[Haskell-cafe] Re: (flawed?) benchmark : sort

Tue Mar 11 04:01:08 EDT 2008

Neil Mitchell wrote:
> Hi
> 
>>  (sort [a,b]) in the case we have: (compare a b = EQ)
>>
>>  Which of the following 4 possible results are correct/incorrect?
>>  1- [a,a]
>>  2- [a,b]
>>  3- [b,a]
>>  4- [b,b]
> 
> Fortunately the Haskell sort is meant to be stable,

I would have said it is meant to be *correct* first and *efficient*
second. You're ruling out a whole bunch of possibly more efficient
and correct sorts on the grounds that they may give observably different
results for a tiny minority of (IMO broken) Eq/Ord instances.

Wrt to *sortBy* (vs. *sort*), I would be inclined to agree with you.
I sure hope someone has proven that the (apparently) different sortBy
implementations provided by ghc,nhc and h98 library report are precisely
equivalent for all (type legal) function arguments.

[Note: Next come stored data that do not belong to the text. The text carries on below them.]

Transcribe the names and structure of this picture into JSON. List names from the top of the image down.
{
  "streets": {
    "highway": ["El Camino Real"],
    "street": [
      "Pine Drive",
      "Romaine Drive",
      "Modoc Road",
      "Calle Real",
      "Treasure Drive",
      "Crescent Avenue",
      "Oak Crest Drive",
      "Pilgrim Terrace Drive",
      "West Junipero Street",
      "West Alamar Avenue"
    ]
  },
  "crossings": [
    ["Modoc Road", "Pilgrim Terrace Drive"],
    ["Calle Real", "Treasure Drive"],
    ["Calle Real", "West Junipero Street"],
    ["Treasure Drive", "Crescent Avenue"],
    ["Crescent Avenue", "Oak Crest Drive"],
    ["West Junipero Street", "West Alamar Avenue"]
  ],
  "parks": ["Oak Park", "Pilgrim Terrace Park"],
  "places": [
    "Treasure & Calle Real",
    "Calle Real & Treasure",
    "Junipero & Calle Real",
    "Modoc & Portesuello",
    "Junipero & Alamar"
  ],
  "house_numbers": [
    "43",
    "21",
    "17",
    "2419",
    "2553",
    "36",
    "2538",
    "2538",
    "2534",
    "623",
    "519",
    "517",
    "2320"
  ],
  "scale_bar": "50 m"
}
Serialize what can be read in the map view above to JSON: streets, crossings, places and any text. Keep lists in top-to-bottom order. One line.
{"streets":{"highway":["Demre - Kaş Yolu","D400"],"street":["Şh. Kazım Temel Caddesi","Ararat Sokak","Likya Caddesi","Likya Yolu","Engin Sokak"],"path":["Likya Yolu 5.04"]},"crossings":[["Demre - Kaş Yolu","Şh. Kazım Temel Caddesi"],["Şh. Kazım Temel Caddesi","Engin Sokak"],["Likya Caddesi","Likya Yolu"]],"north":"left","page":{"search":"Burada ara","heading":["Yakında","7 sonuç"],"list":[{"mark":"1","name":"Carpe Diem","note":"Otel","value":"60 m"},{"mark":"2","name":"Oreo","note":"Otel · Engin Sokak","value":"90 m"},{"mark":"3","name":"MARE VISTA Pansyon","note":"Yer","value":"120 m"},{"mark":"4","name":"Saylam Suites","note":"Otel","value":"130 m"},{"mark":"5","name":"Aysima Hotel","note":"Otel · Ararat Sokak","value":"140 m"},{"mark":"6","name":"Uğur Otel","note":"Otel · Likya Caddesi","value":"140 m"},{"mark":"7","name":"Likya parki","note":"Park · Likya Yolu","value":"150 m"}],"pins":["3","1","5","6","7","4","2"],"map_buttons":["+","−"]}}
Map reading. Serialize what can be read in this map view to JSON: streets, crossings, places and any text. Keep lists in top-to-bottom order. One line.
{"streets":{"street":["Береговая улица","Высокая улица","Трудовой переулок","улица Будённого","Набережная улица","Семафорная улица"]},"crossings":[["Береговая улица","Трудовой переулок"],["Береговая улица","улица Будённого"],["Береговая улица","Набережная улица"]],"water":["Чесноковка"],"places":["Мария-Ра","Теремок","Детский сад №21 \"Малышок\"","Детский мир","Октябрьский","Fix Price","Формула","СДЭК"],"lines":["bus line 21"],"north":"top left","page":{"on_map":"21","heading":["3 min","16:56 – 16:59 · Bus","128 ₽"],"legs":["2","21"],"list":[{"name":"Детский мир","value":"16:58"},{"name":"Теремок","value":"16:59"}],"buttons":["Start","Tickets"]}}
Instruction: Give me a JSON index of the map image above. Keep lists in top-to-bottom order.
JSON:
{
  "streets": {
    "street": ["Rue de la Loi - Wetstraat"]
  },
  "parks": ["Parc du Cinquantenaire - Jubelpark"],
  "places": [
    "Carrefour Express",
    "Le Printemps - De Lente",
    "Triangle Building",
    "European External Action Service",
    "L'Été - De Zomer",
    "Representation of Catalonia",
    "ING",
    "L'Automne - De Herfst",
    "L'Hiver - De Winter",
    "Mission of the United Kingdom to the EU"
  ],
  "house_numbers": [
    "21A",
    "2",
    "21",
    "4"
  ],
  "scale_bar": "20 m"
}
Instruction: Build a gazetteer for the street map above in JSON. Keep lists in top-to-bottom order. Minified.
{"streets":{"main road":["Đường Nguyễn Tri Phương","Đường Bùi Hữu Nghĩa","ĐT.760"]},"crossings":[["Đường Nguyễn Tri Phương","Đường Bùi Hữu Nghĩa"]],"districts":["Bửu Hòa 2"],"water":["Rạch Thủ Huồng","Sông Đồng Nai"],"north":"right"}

This is also good reason for not hardwiring the definition of sort as..

sort = sortBy compare

This is just one of many possible correct sorts (including trie based
sorts).

> and sorting is
> meant to be a permutation, so we happily have the situation where this
> has a correct answer: 2.

> Anything else is incorrect.

Isn't 3 also a permutation? Why is it incorrect?

> Anyone submitting
> a revised sort through the Haskell libraries process will have to
> ensure the answer is 2. I hope someone does take the time to do this,
> as a faster base library will benefit everyone.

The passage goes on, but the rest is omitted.